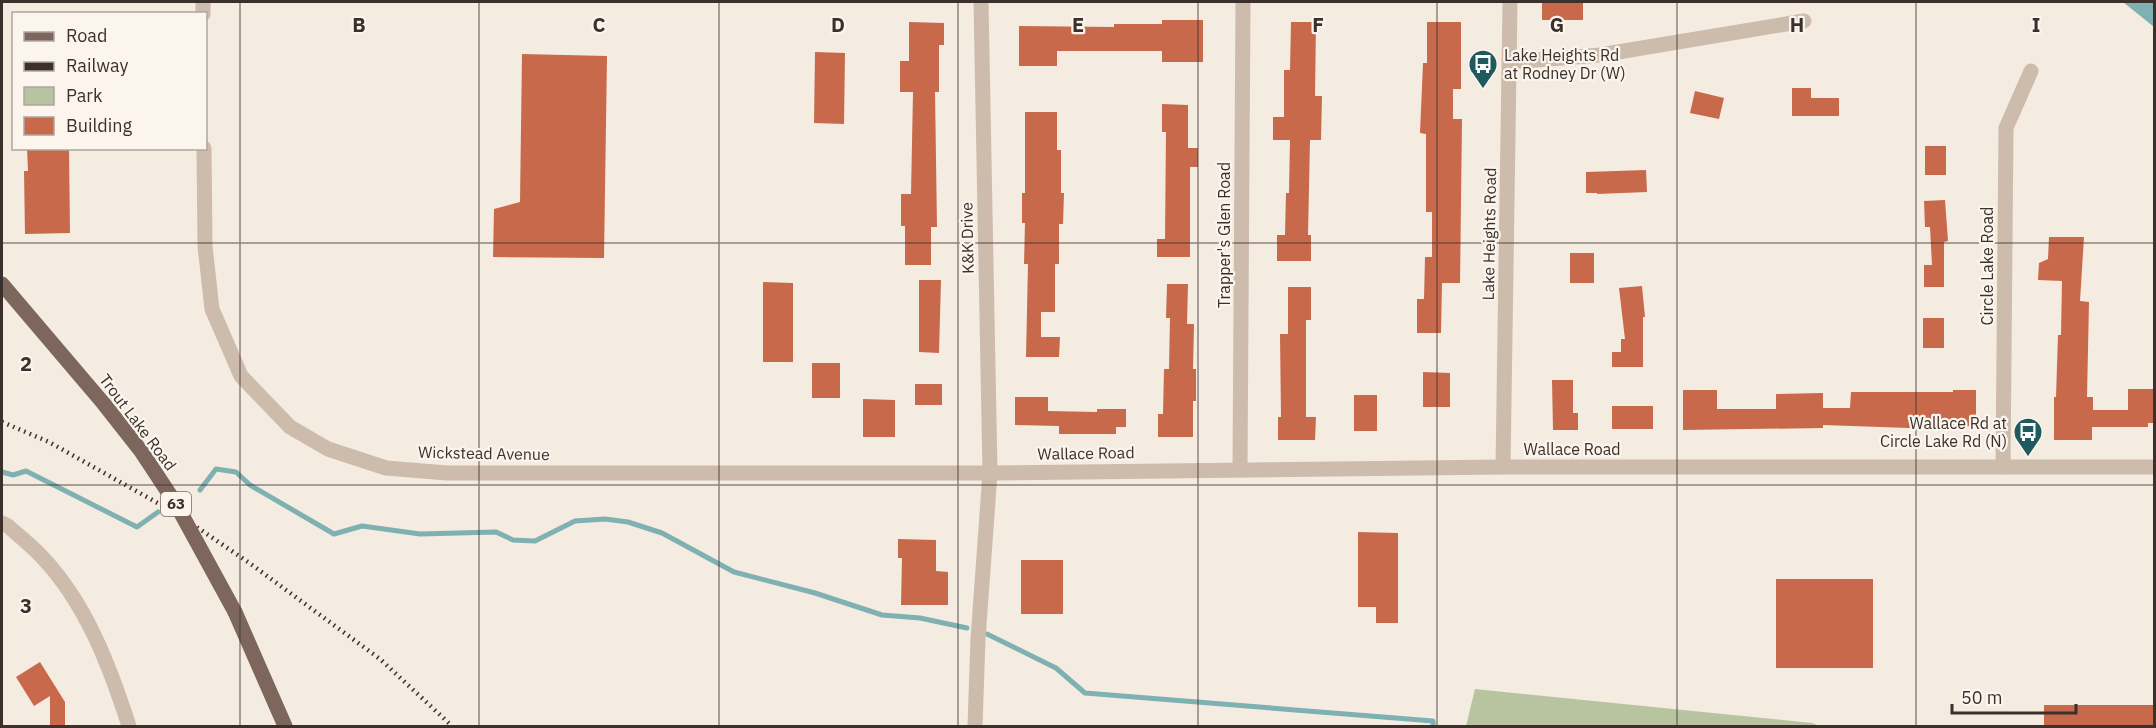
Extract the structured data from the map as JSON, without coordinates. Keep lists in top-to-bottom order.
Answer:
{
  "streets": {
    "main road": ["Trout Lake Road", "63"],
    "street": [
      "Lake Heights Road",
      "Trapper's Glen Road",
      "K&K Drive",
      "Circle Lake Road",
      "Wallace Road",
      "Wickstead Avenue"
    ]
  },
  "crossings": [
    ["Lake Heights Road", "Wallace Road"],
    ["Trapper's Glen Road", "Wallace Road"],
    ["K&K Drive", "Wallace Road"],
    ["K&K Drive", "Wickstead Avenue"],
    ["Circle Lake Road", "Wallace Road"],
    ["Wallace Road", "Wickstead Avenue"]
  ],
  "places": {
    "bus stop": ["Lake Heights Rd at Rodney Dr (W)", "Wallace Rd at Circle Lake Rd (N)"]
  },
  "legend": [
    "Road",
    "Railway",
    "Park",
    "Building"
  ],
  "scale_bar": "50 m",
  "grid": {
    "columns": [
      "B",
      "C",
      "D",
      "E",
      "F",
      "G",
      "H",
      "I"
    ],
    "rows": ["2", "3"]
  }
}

• **INSTRUCTIONS FOR THE TASK**
Transcribe the whole listing exactly. Pictures stay out of your copy.

• **WRITTEN SOLUTION**
Extract the structured data from the map as JSON, without coordinates. Keep lists in top-to-bottom order.
Answer:
{
  "streets": {
    "main road": ["Trout Lake Road", "63"],
    "street": [
      "Lake Heights Road",
      "Trapper's Glen Road",
      "K&K Drive",
      "Circle Lake Road",
      "Wallace Road",
      "Wickstead Avenue"
    ]
  },
  "crossings": [
    ["Lake Heights Road", "Wallace Road"],
    ["Trapper's Glen Road", "Wallace Road"],
    ["K&K Drive", "Wallace Road"],
    ["K&K Drive", "Wickstead Avenue"],
    ["Circle Lake Road", "Wallace Road"],
    ["Wallace Road", "Wickstead Avenue"]
  ],
  "places": {
    "bus stop": ["Lake Heights Rd at Rodney Dr (W)", "Wallace Rd at Circle Lake Rd (N)"]
  },
  "legend": [
    "Road",
    "Railway",
    "Park",
    "Building"
  ],
  "scale_bar": "50 m",
  "grid": {
    "columns": [
      "B",
      "C",
      "D",
      "E",
      "F",
      "G",
      "H",
      "I"
    ],
    "rows": ["2", "3"]
  }
}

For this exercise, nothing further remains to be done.